The Government’s Democratic Memory team was clear that not a single scaffolding should be placed in the basilica of the Valley of the Fallen until it was formed a commission of forensic experts to monitor and advise on each movement of bones that could be made in the eight crypts under intervention.
Thus, the Ministry of the Presidency has just appointed the seven experts for this commission. The working group for forensic advice for exhumations and the identification of the remains has the presence of two of the greatest experts in exhumations of mass graves: the forensic scientist of the Aranzadi Science Society. Francisco Etxebarria and the anthropologist from the CSIC Francisco Ferrándiz. Etxebarria and Ferrándiz form part of the commission as members (Ferrándiz is also secretary) by the Secretary of State for Democratic Memory, for which they currently work as advisers. Etxebarria had already participated in preliminary inspections of the crypts and has collaborated with the memorial movement in dozens of exhumations of graves from the Civil War. For his part, Ferrándiz is a great connoisseur of the Valley of the Fallen and had been part of the Committee of Experts that the Government of José Luis Rodríguez Zapatero created and that thought, for the first time, how the future of the monument should be tackled.
They are joined by experts who come from different forensic institutes. On the part of the Legal Medicine of Granada, Elisa Cabrerizo, a forensic doctor who is also councilor for Podemos at the Granada City Council.
Three experts come from the Institute of Legal Medicine of Madrid. Enrique Dorado, who participated in the analysis of General Prim’s body to determine the cause of his death, or of the 17th century mummy Úrsula Micaela. José Luis Prieto, doctor and specialist in forensic anthropology who is also a collaborator of the laboratory that the Association for the Recovery of Historical Memory has in Ponferrada. And Elisa Ruiz-Tagle, forensic expert in criminology, archeology, pathology and anthropology.

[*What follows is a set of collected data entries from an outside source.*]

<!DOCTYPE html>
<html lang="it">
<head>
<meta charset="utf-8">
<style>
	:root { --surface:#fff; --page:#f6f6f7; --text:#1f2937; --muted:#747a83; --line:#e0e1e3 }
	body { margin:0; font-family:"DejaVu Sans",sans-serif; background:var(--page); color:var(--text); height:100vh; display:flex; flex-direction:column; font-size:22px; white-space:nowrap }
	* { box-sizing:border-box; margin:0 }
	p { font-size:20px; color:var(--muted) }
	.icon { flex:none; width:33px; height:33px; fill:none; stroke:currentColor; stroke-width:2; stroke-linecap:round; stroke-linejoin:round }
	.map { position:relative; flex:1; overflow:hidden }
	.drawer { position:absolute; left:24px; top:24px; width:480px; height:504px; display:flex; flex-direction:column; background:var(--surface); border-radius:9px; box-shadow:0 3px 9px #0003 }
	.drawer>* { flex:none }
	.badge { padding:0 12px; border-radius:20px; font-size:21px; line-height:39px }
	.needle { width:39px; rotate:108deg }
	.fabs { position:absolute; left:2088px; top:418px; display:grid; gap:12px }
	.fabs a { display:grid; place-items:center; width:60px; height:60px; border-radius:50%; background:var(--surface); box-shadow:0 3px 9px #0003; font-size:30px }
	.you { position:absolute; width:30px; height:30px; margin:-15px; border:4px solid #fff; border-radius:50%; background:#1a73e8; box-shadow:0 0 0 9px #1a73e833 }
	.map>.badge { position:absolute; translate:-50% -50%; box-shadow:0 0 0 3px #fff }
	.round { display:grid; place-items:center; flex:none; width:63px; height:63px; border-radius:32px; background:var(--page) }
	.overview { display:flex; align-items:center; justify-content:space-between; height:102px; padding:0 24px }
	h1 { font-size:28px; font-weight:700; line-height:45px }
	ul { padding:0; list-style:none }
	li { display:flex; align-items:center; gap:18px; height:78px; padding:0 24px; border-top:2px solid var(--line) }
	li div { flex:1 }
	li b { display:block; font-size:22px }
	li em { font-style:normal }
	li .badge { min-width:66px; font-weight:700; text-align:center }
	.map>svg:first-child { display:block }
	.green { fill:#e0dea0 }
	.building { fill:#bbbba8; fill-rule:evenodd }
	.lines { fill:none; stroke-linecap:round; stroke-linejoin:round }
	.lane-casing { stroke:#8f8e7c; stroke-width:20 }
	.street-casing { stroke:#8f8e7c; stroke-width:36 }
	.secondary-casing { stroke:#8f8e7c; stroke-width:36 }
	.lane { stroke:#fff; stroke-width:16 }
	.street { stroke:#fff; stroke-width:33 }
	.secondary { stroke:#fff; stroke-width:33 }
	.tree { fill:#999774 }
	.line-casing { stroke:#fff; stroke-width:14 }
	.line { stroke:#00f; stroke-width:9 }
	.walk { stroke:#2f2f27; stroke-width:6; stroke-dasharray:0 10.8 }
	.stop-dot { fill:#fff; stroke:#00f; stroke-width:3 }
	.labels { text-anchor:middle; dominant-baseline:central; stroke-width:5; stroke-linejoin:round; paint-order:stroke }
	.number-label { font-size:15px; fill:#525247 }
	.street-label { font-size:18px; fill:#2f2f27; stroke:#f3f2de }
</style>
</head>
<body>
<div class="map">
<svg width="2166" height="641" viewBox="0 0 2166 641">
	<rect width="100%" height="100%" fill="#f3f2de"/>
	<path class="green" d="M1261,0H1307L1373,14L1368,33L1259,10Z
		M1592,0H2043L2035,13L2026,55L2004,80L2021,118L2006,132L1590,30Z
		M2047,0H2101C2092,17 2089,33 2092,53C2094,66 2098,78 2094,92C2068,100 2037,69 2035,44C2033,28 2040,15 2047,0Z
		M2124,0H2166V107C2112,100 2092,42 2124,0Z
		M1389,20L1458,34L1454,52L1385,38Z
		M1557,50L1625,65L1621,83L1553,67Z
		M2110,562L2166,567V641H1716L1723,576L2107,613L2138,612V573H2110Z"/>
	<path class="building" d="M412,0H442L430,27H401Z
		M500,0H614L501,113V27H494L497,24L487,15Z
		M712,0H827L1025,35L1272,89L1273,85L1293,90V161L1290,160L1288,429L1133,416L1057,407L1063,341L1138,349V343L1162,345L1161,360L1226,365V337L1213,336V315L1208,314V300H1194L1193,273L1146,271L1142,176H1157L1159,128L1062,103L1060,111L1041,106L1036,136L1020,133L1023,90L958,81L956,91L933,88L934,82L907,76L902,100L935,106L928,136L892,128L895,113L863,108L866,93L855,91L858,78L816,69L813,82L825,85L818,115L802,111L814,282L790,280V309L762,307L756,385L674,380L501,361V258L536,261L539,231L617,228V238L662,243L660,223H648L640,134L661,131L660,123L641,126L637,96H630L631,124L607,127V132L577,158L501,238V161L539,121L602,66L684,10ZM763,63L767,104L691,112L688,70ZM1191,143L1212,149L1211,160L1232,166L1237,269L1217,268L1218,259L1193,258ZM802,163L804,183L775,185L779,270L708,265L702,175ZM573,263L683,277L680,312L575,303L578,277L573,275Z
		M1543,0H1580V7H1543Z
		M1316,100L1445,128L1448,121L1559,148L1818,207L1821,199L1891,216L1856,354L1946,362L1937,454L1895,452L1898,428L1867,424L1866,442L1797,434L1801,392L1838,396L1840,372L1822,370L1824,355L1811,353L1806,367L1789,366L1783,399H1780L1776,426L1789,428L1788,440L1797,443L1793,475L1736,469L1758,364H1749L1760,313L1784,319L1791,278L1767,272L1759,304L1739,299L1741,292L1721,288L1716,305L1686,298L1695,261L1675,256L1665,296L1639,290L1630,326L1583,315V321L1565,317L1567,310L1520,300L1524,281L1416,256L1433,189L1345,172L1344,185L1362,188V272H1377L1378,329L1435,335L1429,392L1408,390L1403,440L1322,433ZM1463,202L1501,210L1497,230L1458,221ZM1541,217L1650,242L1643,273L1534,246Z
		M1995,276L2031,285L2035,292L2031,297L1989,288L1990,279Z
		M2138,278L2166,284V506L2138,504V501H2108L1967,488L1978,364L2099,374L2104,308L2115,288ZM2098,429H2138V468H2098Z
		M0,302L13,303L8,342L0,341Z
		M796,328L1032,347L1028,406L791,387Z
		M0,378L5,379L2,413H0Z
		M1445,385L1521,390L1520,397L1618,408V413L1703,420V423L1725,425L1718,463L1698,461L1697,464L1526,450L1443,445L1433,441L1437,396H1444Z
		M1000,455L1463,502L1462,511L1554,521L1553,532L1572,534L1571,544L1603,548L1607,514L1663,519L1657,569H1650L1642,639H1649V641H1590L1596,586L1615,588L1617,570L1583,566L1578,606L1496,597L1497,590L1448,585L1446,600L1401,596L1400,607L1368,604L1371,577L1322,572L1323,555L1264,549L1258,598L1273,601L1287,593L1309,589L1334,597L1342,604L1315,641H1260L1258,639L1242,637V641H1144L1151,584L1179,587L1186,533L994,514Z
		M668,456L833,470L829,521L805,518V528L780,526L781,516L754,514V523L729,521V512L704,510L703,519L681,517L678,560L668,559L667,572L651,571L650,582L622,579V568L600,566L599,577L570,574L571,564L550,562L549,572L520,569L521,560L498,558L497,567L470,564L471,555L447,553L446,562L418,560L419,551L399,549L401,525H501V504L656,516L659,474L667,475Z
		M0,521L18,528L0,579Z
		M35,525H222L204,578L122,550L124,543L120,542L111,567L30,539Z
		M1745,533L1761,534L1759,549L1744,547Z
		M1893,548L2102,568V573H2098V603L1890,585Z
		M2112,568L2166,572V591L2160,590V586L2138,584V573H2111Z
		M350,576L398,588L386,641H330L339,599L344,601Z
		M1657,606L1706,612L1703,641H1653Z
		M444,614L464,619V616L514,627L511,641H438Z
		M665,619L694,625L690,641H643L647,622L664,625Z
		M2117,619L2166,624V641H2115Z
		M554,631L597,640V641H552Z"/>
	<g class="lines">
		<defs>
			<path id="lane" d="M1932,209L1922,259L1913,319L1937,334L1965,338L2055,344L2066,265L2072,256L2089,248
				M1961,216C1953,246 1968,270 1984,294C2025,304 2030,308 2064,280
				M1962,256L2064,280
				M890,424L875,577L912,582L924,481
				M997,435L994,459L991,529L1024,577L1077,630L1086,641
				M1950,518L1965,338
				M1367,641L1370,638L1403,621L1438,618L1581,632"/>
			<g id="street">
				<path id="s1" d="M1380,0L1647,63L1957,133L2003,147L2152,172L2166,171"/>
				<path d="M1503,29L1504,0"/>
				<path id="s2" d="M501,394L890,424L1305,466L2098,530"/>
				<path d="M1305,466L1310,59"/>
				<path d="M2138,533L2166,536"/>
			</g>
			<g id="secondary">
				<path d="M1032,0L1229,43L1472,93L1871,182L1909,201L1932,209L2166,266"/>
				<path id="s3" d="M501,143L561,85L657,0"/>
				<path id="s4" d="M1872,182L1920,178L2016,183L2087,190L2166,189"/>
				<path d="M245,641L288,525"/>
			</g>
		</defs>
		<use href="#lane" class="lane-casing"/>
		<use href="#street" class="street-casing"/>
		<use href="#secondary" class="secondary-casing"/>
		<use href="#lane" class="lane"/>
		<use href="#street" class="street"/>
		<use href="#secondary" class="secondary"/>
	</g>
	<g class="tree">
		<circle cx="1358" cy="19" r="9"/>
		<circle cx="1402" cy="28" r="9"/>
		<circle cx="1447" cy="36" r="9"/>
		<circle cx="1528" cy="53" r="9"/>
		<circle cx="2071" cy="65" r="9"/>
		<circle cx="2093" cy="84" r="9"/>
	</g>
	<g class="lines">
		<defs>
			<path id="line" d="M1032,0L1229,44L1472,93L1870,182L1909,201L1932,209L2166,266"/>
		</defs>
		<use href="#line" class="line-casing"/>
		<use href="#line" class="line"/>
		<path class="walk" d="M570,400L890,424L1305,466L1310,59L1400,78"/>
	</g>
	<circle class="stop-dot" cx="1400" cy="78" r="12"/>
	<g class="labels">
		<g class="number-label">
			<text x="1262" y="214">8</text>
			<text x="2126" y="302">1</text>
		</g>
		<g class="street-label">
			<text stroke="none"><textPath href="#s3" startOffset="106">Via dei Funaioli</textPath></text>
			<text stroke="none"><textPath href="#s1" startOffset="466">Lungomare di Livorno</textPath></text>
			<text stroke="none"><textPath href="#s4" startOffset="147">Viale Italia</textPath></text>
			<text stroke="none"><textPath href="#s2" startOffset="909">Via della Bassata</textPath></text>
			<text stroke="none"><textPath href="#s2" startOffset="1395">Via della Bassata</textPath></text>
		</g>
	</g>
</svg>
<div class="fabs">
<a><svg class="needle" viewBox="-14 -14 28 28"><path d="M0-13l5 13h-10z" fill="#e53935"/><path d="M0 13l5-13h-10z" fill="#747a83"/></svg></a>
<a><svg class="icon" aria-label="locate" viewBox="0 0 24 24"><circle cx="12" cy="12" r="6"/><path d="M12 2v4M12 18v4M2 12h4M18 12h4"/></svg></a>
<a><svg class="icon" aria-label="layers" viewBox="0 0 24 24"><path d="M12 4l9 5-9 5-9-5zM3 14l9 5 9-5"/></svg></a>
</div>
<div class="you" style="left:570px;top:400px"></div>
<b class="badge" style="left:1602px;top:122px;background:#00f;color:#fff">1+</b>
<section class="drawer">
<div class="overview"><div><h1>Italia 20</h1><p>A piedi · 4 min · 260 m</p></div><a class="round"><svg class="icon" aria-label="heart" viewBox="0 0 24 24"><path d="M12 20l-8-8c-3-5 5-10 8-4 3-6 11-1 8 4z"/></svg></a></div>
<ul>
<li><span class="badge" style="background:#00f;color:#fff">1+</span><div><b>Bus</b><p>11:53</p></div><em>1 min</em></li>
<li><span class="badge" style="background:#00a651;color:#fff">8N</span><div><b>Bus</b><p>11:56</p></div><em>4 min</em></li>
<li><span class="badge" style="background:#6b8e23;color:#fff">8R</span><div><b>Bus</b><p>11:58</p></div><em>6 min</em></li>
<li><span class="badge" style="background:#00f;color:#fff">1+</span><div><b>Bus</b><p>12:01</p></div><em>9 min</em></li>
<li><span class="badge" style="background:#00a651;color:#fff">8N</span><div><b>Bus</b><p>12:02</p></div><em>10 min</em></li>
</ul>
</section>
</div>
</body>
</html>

At the proposal of the Forensic Medical Council, dependent on the Ministry of Justice, the president of the Scientific-Technical Committee of said Council, the doctor and surgeon Rafael Bañón González, who has directed the institutes of legal medicine of Alicante and Murcia, arrives. Both Bañón and Prieto were two of the experts who evaluated in situ the state of the crypts in September 2018, so they are among the few who have close and first-hand knowledge, albeit approximate, of the terrain in which the technicians are going to move.
On behalf of the National Institute of Toxicology and Forensic Sciences, joins its director Antonio Alonso, who is a doctor in biochemistry and molecular biology, being an expert in forensic genetics; he has worked as an expert in the International Criminal Tribunal for the former Yugoslavia.
Finally, Vidal Santos Yusta, director of the Institute of Legal Medicine and Forensic Sciences of Organs with State Jurisdiction, was the forensic adviser to the Government and was present during the exhumation of the remains of dictator Francisco Franco from the Valley of the Fallen itself and its transfer to the Mingorrubio cemetery.
The Secretary of State for Democratic Memory, Fernando Martínez, signed the appointment of the members of this commission on July 12, but no action has yet been taken in the Valley.
The next step is the entry of the public company Tragsa to begin the work on the settlement of structures that will be carried out prior to the opening of the crypts and access to the different columbariums. But this phase is still “under study,” according to sources from the Ministry of the Presidency. A decision is expected to be made soon on the date on which the proceedings will begin.
With an official confirmation close to 70 requests for exhumation but which could probably be raised to one hundred, the State Secretariat for Democratic Memory works on the different files, whose bulk comes from Gogora, the memory institute of the Basque Country, which is doing an important job of centralizing and representing the requests of Basque families.
If there is no last minute change, the planned plan for the intervention would begin with the chapels located on both sides of the main altar: first the one on the right, called the Holy Sepulcher and then the other one, that of the Blessed Sacrament. In a third phase the lateral ones would be undertaken: six chapels located on both sides of the nave. The chambers of the ossuaries are hidden behind the back in the case of the two main chapels and behind a partition on which a tapestry is placed in the case of those in the nave. The remains of more than 30,000 people are stacked in boxes, some identified and others not, along different levels, some more accessible than others.
The state of these skeletal remains is unknown and the forensics will decide whether or not each of the exhumations can be carried out. And, later, if an identification can be ruled. In any case, the Government’s plan for the Valley contemplates the dignity of these crypts as a cemetery.